(YOUR ASSIGNMENT)
Copy each line of the data below exactly, leaving out pictures.
=-=-=
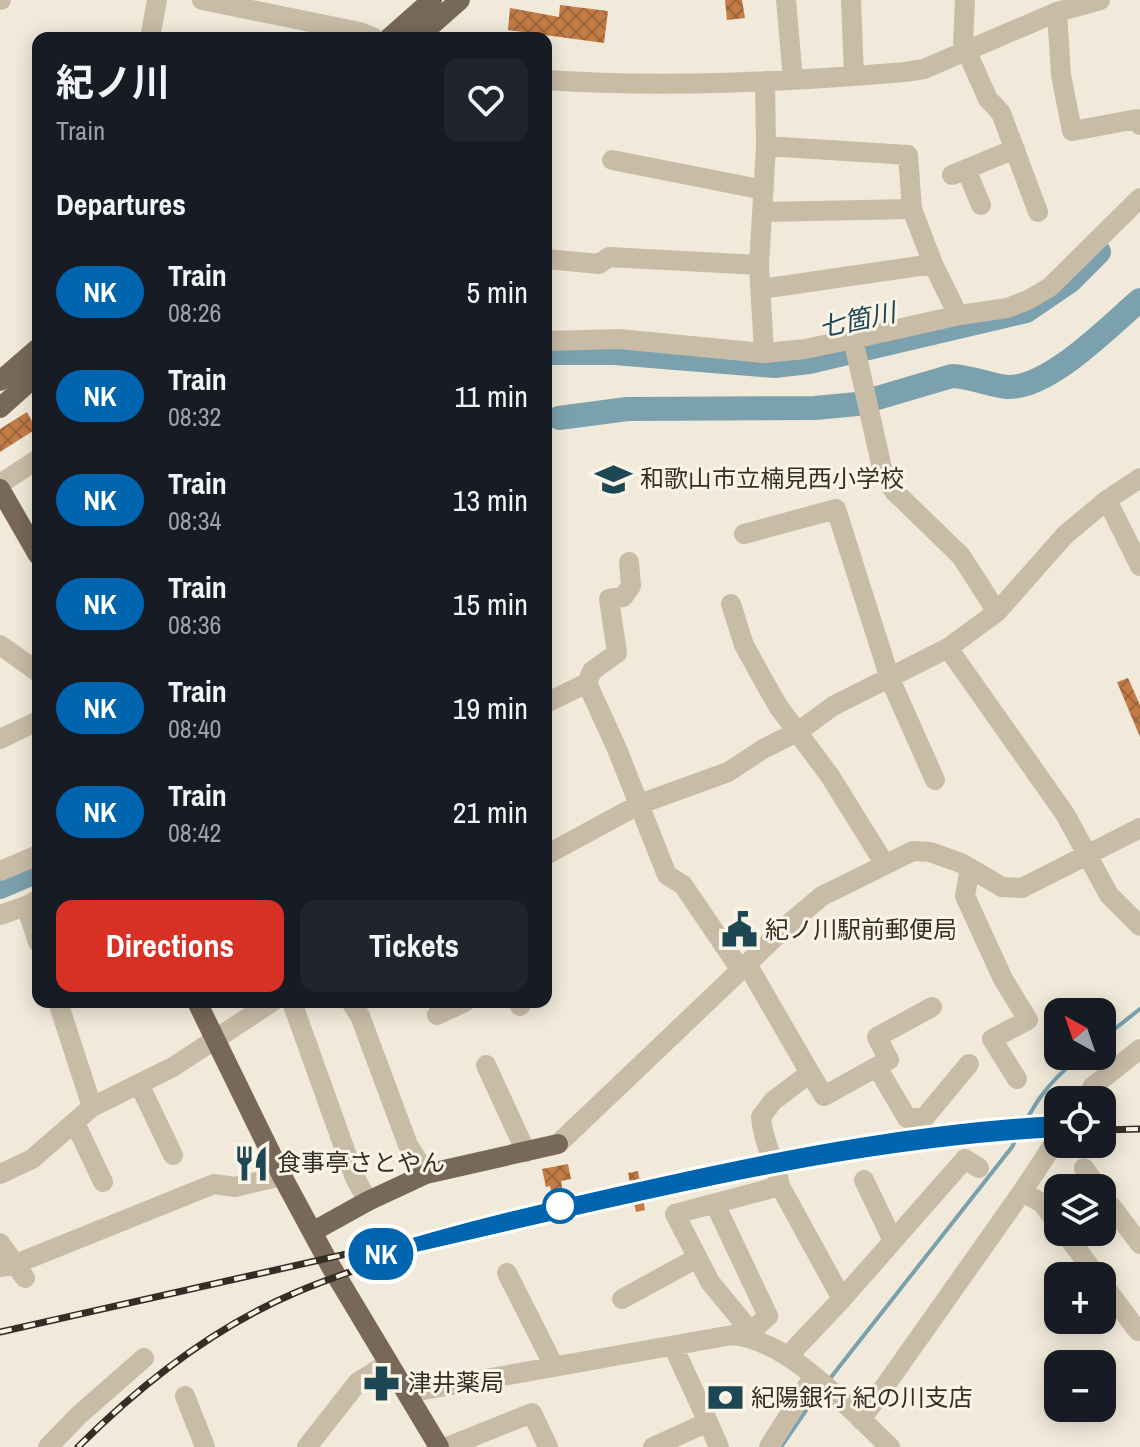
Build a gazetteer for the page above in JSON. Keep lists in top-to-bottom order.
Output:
{
  "water": ["七箇川"],
  "places": {
    "school or university": ["和歌山市立楠見西小学校"],
    "public building": ["紀ノ川駅前郵便局"],
    "restaurant": ["食事亭さとやん"],
    "pharmacy": ["津井薬局"],
    "bank": ["紀陽銀行 紀の川支店"]
  },
  "north": "top left",
  "page": {
    "on_map": "NK",
    "heading": [
      ["紀ノ川", "Train"],
      "Departures"
    ],
    "list": [
      {
        "mark": "NK",
        "name": "Train",
        "note": "08:26",
        "value": "5 min"
      },
      {
        "mark": "NK",
        "name": "Train",
        "note": "08:32",
        "value": "11 min"
      },
      {
        "mark": "NK",
        "name": "Train",
        "note": "08:34",
        "value": "13 min"
      },
      {
        "mark": "NK",
        "name": "Train",
        "note": "08:36",
        "value": "15 min"
      },
      {
        "mark": "NK",
        "name": "Train",
        "note": "08:40",
        "value": "19 min"
      },
      {
        "mark": "NK",
        "name": "Train",
        "note": "08:42",
        "value": "21 min"
      }
    ],
    "buttons": ["Directions", "Tickets"],
    "map_buttons": ["+", "−"]
  }
}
=-=-=
(TASK ANSWER)
Build a gazetteer for the page above in JSON. Keep lists in top-to-bottom order.
Output:
{
  "water": ["七箇川"],
  "places": {
    "school or university": ["和歌山市立楠見西小学校"],
    "public building": ["紀ノ川駅前郵便局"],
    "restaurant": ["食事亭さとやん"],
    "pharmacy": ["津井薬局"],
    "bank": ["紀陽銀行 紀の川支店"]
  },
  "north": "top left",
  "page": {
    "on_map": "NK",
    "heading": [
      ["紀ノ川", "Train"],
      "Departures"
    ],
    "list": [
      {
        "mark": "NK",
        "name": "Train",
        "note": "08:26",
        "value": "5 min"
      },
      {
        "mark": "NK",
        "name": "Train",
        "note": "08:32",
        "value": "11 min"
      },
      {
        "mark": "NK",
        "name": "Train",
        "note": "08:34",
        "value": "13 min"
      },
      {
        "mark": "NK",
        "name": "Train",
        "note": "08:36",
        "value": "15 min"
      },
      {
        "mark": "NK",
        "name": "Train",
        "note": "08:40",
        "value": "19 min"
      },
      {
        "mark": "NK",
        "name": "Train",
        "note": "08:42",
        "value": "21 min"
      }
    ],
    "buttons": ["Directions", "Tickets"],
    "map_buttons": ["+", "−"]
  }
}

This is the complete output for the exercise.